Udało się. Koncert trwał nieco ponad pół godziny, ale nie pomyliłem się ani razu, dając ponieść muzyce. Zacząłem spokojnie, od Beethovena, potem zagrałem kilka utworów Chopina, by zakończyć spektakularnie własnymi kompozycjami.

Brawa trwały niemal drugie tyle, co mój koncert, a ja – stojąc na tej głupiej scenie i kłaniając się automatycznie do pięćdziesięcioosobowej publiczności – wymieniałem się spojrzeniami z samym prezydentem. Czułem niemałą satysfakcję, w końcu nawet ja nie gram codziennie dla najważniejszej osoby w kraju, która znalazła się w tej ogromnej filharmonii tylko po to, by posłuchać prawdziwego geniuszu muzycznego.

Myślami jednak byłem już na bankiecie, który na nas czekał w drugim pomieszczeniu.

Kiedy po kilku minutach, podczas których zdążyłem wypalić papierosa i napić się szklanki whisky, wszedłem na salę, rozległo się dziwne poruszenie zagłuszające sączącą się w tle muzykę. Kobiety niemal od razu jakimś trafem znalazły się w moim pobliżu, wciskając mi do kieszeni ciężko zarobione przez mężów pieniądze i posyłając prowokujące spojrzenia pełne pożądania.

Wcale im się nie dziwiłem, moje palce rzeczywiście wyczyniały cuda.

Po dwóch kieliszkach szampana, którego wypiłem z Jimem, moją prawą ręką i jedną z przyczyn sukcesu, jaki odniosłem (oczywiście poza wrodzonym talentem), ktoś położył mi ciężką dłoń na ramieniu i delikatnie odchrząknął, sprowadzając na ziemię.

– Pan Blythe Augustine. – Oczy Kennedy'ego patrzyły na mnie bystro, a ja mimo alkoholu, który w siebie zdążyłem wlać tego wieczora, poczułem się nieswojo. – Cudowne dziecko i słuch absolutny.

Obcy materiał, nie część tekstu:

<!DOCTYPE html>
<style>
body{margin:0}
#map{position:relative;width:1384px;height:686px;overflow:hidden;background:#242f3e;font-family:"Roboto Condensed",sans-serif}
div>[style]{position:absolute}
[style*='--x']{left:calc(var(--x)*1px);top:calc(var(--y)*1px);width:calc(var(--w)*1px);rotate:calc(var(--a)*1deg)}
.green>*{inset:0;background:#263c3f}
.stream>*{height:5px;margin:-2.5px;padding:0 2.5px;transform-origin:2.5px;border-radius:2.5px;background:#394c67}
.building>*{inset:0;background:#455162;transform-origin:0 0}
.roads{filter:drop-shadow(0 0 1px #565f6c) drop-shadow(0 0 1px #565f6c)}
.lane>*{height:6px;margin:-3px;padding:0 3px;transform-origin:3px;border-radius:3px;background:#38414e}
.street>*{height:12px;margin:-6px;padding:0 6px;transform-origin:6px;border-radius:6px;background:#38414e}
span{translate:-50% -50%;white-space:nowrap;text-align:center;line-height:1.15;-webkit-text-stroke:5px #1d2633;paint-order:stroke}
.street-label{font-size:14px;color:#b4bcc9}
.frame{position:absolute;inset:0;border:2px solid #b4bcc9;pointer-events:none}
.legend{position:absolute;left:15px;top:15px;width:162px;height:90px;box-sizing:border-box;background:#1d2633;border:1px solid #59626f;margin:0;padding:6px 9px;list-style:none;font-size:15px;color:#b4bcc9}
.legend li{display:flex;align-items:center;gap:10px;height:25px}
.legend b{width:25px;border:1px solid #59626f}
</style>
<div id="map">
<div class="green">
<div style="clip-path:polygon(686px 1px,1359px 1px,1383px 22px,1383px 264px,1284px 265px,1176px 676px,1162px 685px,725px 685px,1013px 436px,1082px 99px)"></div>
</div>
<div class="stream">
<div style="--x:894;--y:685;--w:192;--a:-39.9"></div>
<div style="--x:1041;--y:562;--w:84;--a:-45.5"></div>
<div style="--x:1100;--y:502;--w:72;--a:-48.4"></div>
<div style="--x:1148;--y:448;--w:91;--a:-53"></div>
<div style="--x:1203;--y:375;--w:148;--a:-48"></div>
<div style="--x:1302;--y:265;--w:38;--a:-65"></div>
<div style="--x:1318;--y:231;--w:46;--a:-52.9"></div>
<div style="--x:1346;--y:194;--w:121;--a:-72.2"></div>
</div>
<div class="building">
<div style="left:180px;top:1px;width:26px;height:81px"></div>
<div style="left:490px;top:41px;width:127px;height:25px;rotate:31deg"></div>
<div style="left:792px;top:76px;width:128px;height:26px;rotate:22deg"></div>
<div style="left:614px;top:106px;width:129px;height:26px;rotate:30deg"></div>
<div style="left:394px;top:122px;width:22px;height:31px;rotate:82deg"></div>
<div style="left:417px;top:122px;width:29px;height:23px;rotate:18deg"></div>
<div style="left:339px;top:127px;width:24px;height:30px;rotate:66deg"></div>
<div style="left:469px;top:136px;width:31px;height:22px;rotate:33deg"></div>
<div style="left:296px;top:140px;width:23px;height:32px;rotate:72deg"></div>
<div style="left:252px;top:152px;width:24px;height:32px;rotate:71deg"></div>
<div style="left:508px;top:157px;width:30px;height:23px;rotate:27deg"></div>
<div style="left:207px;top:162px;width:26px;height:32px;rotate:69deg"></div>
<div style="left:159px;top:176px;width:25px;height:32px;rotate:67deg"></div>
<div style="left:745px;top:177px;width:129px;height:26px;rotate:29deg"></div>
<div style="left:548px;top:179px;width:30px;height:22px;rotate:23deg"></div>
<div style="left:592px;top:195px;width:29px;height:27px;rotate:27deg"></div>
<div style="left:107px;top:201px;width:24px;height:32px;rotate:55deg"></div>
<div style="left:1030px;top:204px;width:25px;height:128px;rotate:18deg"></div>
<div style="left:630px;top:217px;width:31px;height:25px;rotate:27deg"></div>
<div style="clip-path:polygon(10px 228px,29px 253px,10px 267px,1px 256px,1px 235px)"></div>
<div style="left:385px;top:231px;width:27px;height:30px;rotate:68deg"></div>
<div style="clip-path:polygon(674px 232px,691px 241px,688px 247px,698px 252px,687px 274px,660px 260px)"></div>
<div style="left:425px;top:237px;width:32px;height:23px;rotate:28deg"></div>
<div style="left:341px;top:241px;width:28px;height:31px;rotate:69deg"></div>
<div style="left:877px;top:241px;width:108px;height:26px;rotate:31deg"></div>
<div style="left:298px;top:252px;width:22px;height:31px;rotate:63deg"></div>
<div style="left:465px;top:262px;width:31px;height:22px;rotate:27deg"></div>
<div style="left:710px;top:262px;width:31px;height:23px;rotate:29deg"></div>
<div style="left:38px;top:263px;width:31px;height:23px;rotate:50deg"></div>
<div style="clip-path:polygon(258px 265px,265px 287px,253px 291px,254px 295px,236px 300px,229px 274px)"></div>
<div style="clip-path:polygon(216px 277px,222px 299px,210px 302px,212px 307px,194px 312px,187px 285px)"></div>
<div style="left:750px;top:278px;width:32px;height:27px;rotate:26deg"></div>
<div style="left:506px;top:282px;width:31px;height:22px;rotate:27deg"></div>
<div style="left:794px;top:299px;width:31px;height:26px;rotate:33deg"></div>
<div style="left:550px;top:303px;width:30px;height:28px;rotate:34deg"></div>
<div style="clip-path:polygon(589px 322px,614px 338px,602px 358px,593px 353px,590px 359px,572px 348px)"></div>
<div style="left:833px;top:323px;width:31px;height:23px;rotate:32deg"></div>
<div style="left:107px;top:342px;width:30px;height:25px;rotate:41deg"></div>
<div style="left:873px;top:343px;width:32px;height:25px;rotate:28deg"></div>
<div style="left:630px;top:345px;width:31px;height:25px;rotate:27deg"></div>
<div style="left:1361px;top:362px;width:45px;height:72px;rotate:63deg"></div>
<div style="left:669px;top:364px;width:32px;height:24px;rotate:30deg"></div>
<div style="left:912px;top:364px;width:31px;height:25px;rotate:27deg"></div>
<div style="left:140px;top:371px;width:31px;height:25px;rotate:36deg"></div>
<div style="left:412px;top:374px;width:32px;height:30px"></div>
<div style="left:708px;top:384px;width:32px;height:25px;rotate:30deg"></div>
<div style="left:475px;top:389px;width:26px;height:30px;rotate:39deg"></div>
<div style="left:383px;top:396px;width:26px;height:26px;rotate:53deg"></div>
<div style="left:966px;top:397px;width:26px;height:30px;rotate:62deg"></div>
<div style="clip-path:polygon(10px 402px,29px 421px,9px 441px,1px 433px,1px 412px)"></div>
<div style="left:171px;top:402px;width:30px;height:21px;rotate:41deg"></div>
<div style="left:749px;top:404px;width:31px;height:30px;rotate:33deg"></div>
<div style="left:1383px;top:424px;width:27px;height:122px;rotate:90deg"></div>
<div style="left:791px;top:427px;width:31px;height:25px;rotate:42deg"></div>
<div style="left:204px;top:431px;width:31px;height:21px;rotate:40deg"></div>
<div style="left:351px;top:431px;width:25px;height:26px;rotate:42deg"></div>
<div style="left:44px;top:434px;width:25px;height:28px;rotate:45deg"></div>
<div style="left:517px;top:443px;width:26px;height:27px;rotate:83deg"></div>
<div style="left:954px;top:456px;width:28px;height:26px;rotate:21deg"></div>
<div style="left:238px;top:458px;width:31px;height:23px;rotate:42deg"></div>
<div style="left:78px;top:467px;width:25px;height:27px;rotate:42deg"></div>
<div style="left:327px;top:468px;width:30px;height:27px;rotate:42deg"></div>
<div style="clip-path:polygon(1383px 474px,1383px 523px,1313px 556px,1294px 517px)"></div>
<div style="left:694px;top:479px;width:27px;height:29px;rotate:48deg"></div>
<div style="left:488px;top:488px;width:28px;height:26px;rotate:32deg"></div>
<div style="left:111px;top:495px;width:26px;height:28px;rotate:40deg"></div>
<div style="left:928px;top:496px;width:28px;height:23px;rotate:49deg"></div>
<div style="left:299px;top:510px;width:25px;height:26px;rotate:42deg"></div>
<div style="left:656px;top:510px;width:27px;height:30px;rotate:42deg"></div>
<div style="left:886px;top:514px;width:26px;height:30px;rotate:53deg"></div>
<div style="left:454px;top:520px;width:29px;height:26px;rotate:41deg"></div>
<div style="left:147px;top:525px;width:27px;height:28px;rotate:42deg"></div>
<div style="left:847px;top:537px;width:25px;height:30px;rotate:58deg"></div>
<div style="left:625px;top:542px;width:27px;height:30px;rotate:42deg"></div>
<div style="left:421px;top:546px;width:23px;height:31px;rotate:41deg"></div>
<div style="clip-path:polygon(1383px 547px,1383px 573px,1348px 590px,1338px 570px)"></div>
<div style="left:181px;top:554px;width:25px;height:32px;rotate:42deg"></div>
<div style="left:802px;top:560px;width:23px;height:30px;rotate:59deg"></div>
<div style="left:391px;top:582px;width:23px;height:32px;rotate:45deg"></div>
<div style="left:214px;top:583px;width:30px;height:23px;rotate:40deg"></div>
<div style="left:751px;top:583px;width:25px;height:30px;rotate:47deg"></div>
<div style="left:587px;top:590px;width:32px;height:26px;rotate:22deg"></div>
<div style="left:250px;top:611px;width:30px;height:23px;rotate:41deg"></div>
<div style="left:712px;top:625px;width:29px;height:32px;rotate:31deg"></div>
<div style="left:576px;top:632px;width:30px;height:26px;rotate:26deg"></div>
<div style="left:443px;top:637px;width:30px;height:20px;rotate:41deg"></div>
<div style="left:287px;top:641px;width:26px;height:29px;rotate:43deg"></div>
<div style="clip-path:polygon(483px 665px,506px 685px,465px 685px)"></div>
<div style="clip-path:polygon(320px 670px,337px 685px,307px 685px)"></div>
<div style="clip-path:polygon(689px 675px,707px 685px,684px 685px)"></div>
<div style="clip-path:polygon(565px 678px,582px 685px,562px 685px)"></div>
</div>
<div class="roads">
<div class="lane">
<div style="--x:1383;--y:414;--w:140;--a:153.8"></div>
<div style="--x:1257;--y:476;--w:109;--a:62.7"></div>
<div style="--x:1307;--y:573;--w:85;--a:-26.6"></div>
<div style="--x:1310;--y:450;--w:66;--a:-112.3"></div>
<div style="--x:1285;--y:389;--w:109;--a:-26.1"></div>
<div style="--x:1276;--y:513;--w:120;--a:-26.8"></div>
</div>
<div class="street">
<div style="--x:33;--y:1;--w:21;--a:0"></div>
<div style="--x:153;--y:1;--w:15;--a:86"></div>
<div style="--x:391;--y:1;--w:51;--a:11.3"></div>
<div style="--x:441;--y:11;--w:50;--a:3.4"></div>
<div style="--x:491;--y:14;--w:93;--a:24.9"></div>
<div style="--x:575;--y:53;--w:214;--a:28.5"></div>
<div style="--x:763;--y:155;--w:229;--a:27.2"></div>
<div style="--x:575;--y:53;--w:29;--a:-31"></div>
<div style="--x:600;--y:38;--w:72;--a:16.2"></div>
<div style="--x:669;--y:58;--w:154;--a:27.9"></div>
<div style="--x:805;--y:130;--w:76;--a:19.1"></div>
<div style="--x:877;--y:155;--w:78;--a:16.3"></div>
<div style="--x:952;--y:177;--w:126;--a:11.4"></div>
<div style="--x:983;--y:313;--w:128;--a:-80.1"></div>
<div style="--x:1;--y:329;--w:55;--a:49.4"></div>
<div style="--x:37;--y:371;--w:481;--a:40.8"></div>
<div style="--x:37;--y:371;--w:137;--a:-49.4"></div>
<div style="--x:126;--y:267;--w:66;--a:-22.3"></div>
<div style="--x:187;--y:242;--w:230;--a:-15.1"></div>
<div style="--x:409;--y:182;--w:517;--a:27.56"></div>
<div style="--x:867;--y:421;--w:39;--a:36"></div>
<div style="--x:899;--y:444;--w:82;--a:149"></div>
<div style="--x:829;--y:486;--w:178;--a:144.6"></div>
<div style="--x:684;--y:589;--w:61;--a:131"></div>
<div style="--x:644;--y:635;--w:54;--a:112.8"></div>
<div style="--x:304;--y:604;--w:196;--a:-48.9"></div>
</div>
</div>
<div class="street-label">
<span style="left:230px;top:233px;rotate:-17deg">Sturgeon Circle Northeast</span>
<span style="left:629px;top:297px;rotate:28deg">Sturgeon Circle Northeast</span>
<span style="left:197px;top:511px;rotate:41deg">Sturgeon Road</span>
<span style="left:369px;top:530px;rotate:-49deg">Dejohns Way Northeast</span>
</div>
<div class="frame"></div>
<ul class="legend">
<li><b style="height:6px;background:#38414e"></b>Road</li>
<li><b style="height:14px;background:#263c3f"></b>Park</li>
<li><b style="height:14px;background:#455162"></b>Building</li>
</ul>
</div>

To zaszczyt pana spotkać.

Uścisnąłem pewnie jego spoconą dłoń, kłaniając się lekko.

– Bardzo miło mi pana poznać – odparłem spokojnie.

– Genialny koncert. Naprawdę, znakomity. Do teraz brakuje mi słów – zauważył.

Nie był mistrzem prawienia komplementów, bo słyszałem o wiele bardziej rozbudowane opinie, ale ponieważ to prezydent, zadowoliłem się tą zdawkowością. Uśmiechnąłem się zawadiacko, dając mu delikatnie do zrozumienia, że właściwie moglibyśmy się rozejść każdy w swoim kierunku – on do małżonki, ja do stolika z trunkami.

– To zaszczyt dla pana zagrać – odparłem z wyćwiczonym przez lata praktyk wzruszeniem w głosie, kłaniając się nisko – panie prezydencie.

Zrobiłem krok do tyłu, co na szczęście jego bystre oczy w mig podłapały. Już po chwili znajdował się obok kokietującej żony, ja przy kokietującej whisky.

I wtedy ją zobaczyłem.

Niosła ogromną tacę z kolejną porcją szampana. Od razu odnalazła mój chciwy – wtedy jeszcze na alkohol, jak Boga kocham – wzrok i skierowała się w moją stronę, ochoczo i być może nieco nieświadomie kręcąc biodrami. Była drobna, niska, miała ładne oczy i mądre spojrzenie.

Potem podchodziła jeszcze kilka razy, zawsze w pierwszej kolejności do mnie (szach-mat, Kennedy), z każdym kolejnym kieliszkiem coraz bardziej kusząca i prowokująca. Patrzyła tylko w moje oczy, głęboko i odważnie, przygryzając uroczo wargę, gdy powiedziałem, że ma piękny uśmiech.

Piękne miała też ciało, które zobaczyłem kilka godzin później w pokoju hotelowym. Najpierw wypiliśmy wspólnie wino, które zwinąłem z tamtego sztywnego jak pogrzeb bankietu, a następnie poznawaliśmy się dogłębnie bez zbędnych słów.

I kiedy tak leżałem sobie tego poranka, wdychając zapach jaśminu – i może jeszcze odrobiny alkoholu, ale tutaj nie mogłem dać głowy, czy śmierdziałem nim ja, czy ona – uświadomiłem sobie, że nawet nie wiedziałem, jak miała na imię.

Cholera, Blythe, miałeś być dżentelmenem.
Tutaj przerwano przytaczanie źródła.